(Collected data)

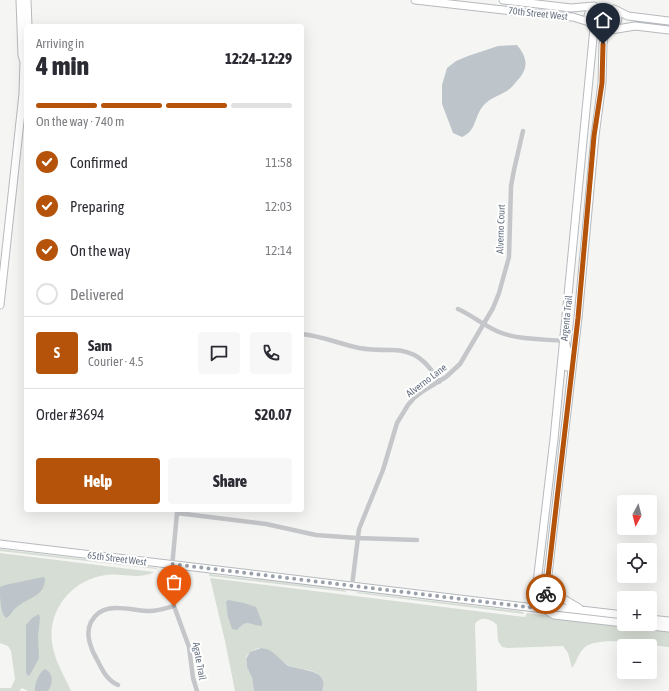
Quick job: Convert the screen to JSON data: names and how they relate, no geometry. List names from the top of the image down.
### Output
{
  "streets": {
    "street": [
      "70th Street West",
      "Alverno Court",
      "Argenta Trail",
      "Alverno Lane",
      "65th Street West",
      "Agate Trail"
    ]
  },
  "crossings": [
    ["70th Street West", "Argenta Trail"],
    ["Alverno Court", "Alverno Lane"],
    ["Argenta Trail", "65th Street West"],
    ["Alverno Lane", "65th Street West"],
    ["65th Street West", "Agate Trail"]
  ],
  "north": "bottom",
  "page": {
    "heading": ["4 min", "Arriving in", "12:24–12:29"],
    "panel": [
      "Sam",
      "Courier · 4.5",
      "Order #3694",
      "$20.07"
    ],
    "bar": "On the way · 740 m",
    "list": [
      ["Confirmed", "11:58"],
      ["Preparing", "12:03"],
      ["On the way", "12:14"],
      "Delivered"
    ],
    "round": "S",
    "buttons": ["Help", "Share"],
    "map_buttons": ["+", "−"]
  }
}
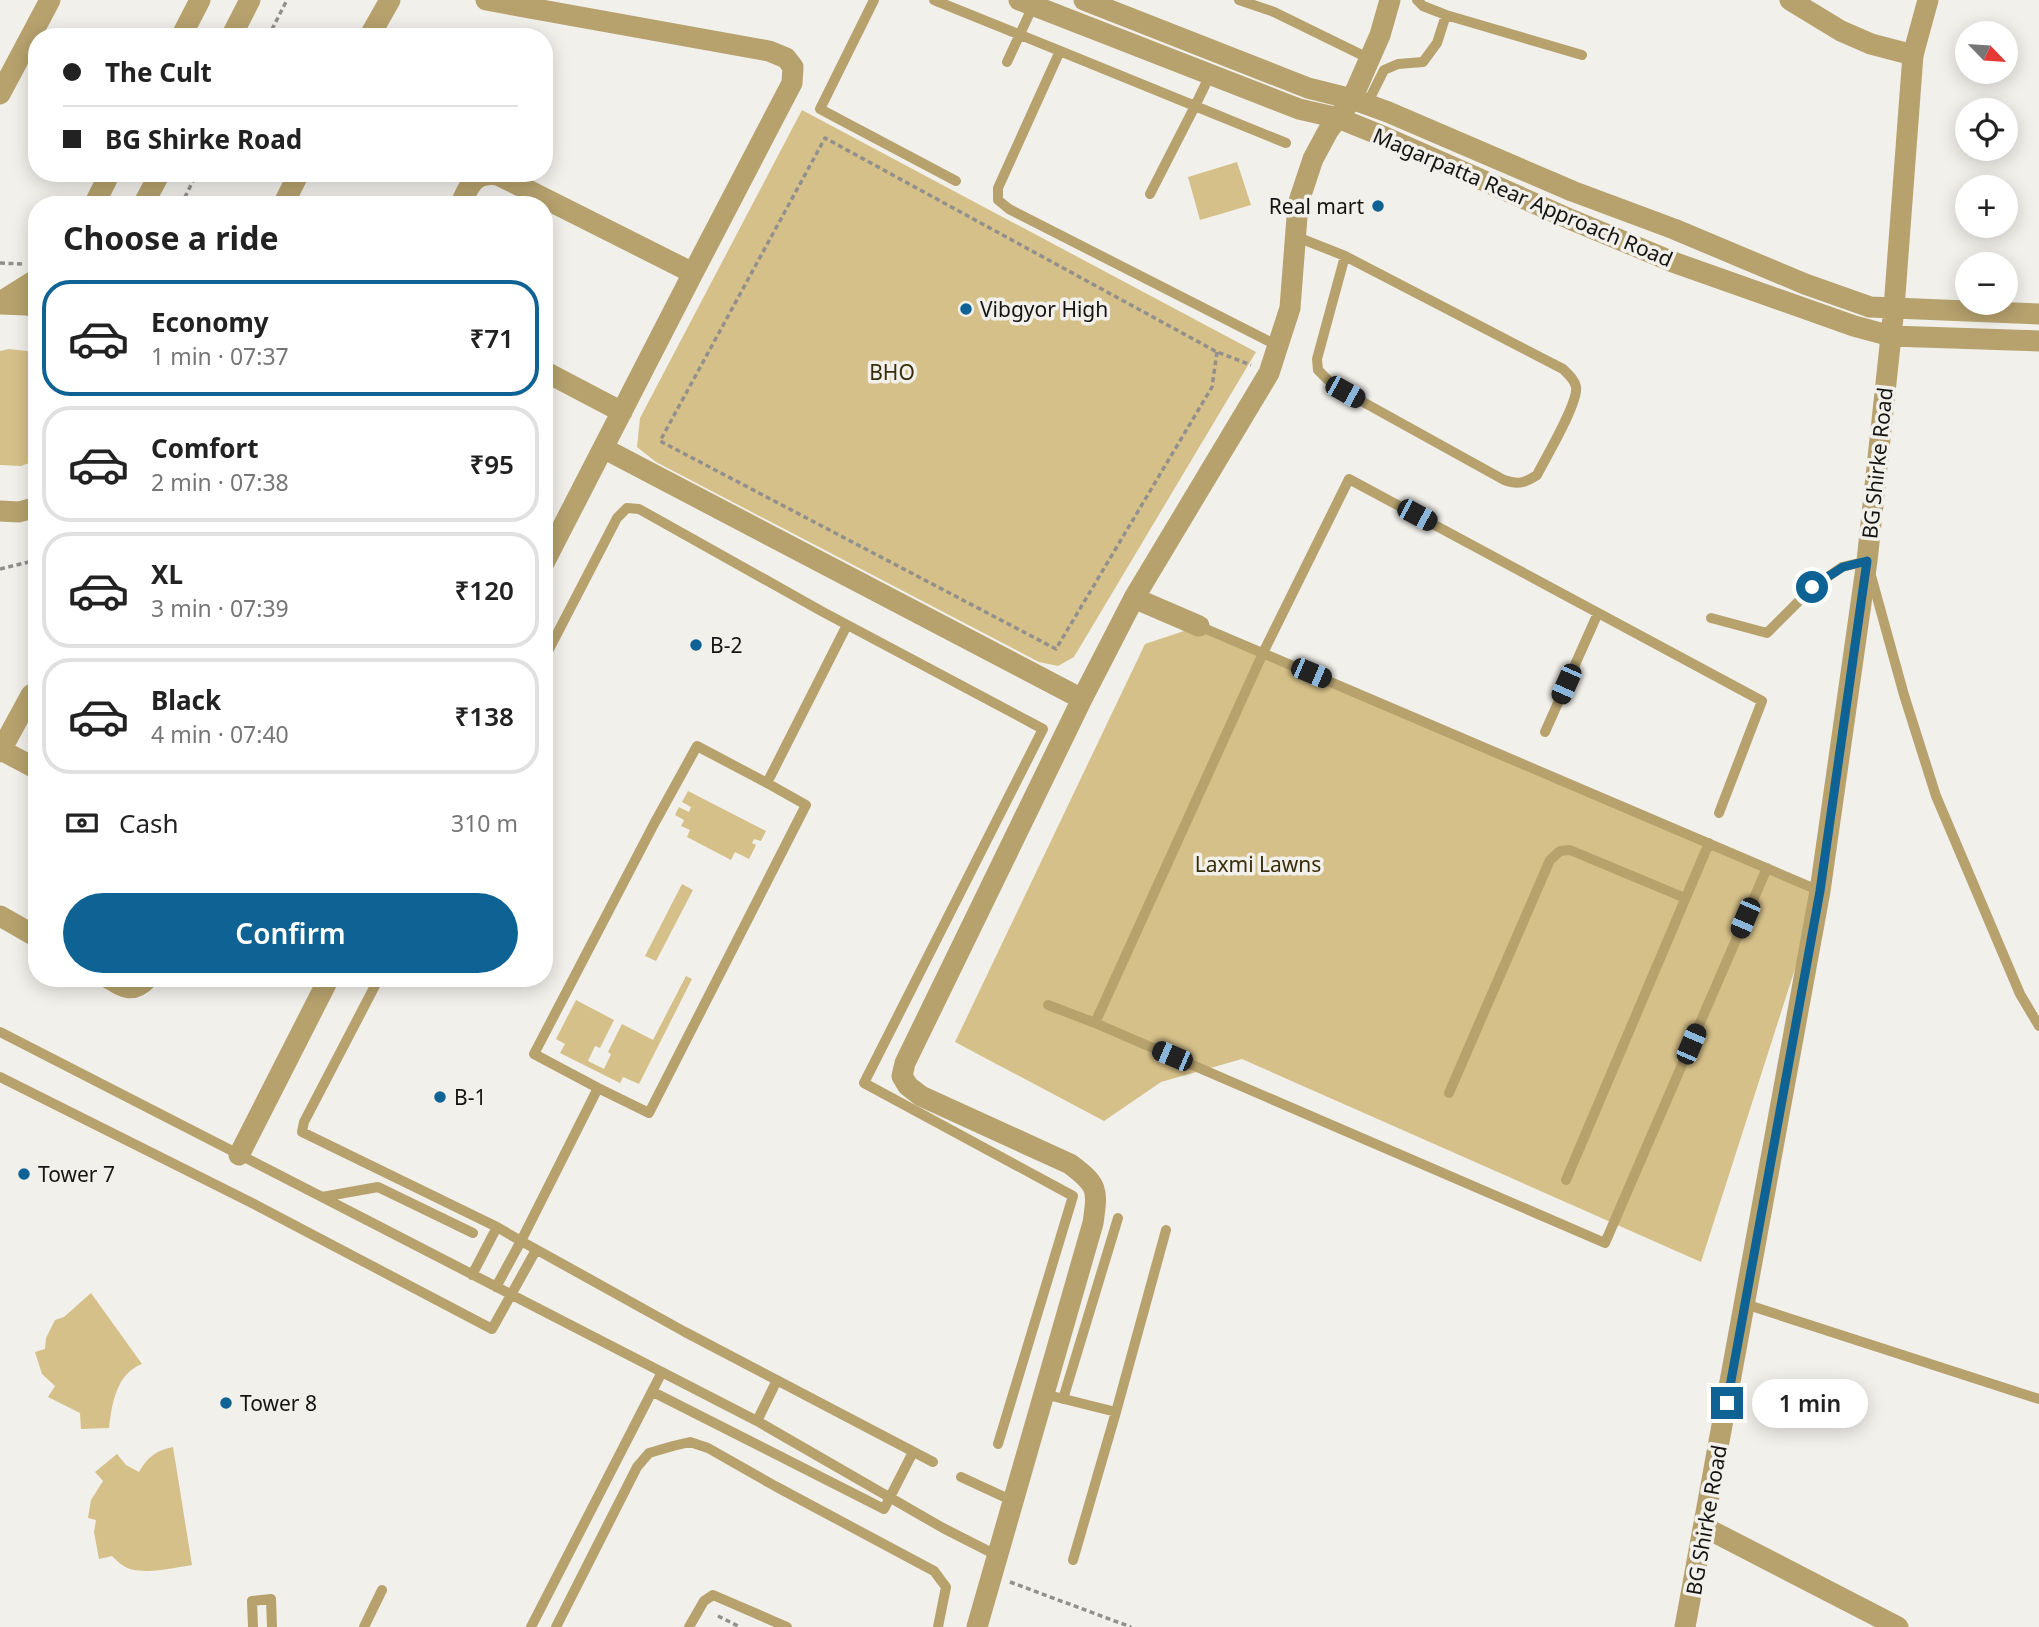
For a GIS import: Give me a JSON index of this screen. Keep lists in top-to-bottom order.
{
  "streets": {
    "street": ["Magarpatta Rear Approach Road", "BG Shirke Road"]
  },
  "crossings": [
    ["Magarpatta Rear Approach Road", "BG Shirke Road"]
  ],
  "parks": ["BHO", "Laxmi Lawns"],
  "places": [
    "Real mart",
    "Vibgyor High",
    "B-2",
    "B-1",
    "Tower 7",
    "Tower 8"
  ],
  "north": "bottom right",
  "page": {
    "map_buttons": ["+", "−"],
    "banner": ["The Cult", "BG Shirke Road"],
    "heading": "Choose a ride",
    "list": [
      {
        "name": "Economy",
        "note": "1 min · 07:37",
        "value": "₹71"
      },
      {
        "name": "Comfort",
        "note": "2 min · 07:38",
        "value": "₹95"
      },
      {
        "name": "XL",
        "note": "3 min · 07:39",
        "value": "₹120"
      },
      {
        "name": "Black",
        "note": "4 min · 07:40",
        "value": "₹138"
      }
    ],
    "pay": ["Cash", "310 m"],
    "buttons": "Confirm",
    "bubble": "1 min"
  }
}
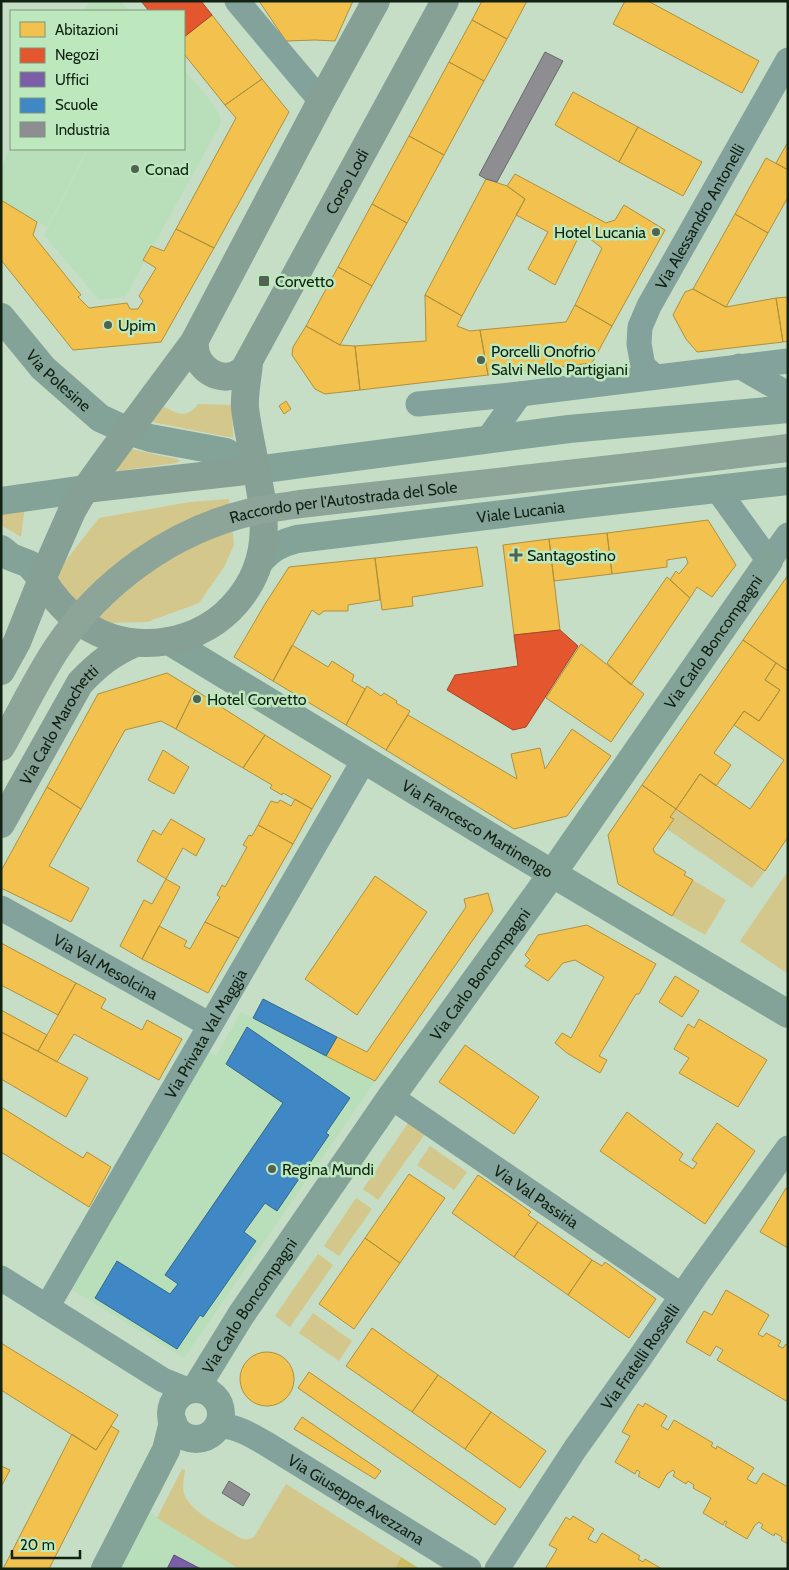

# What needs to be done:
Look over the records above and filter for each line with the word "West".

# Response box:
      "70th Street West",
      "65th Street West",
    ["70th Street West", "Argenta Trail"],
    ["Argenta Trail", "65th Street West"],
    ["Alverno Lane", "65th Street West"],
    ["65th Street West", "Agate Trail"]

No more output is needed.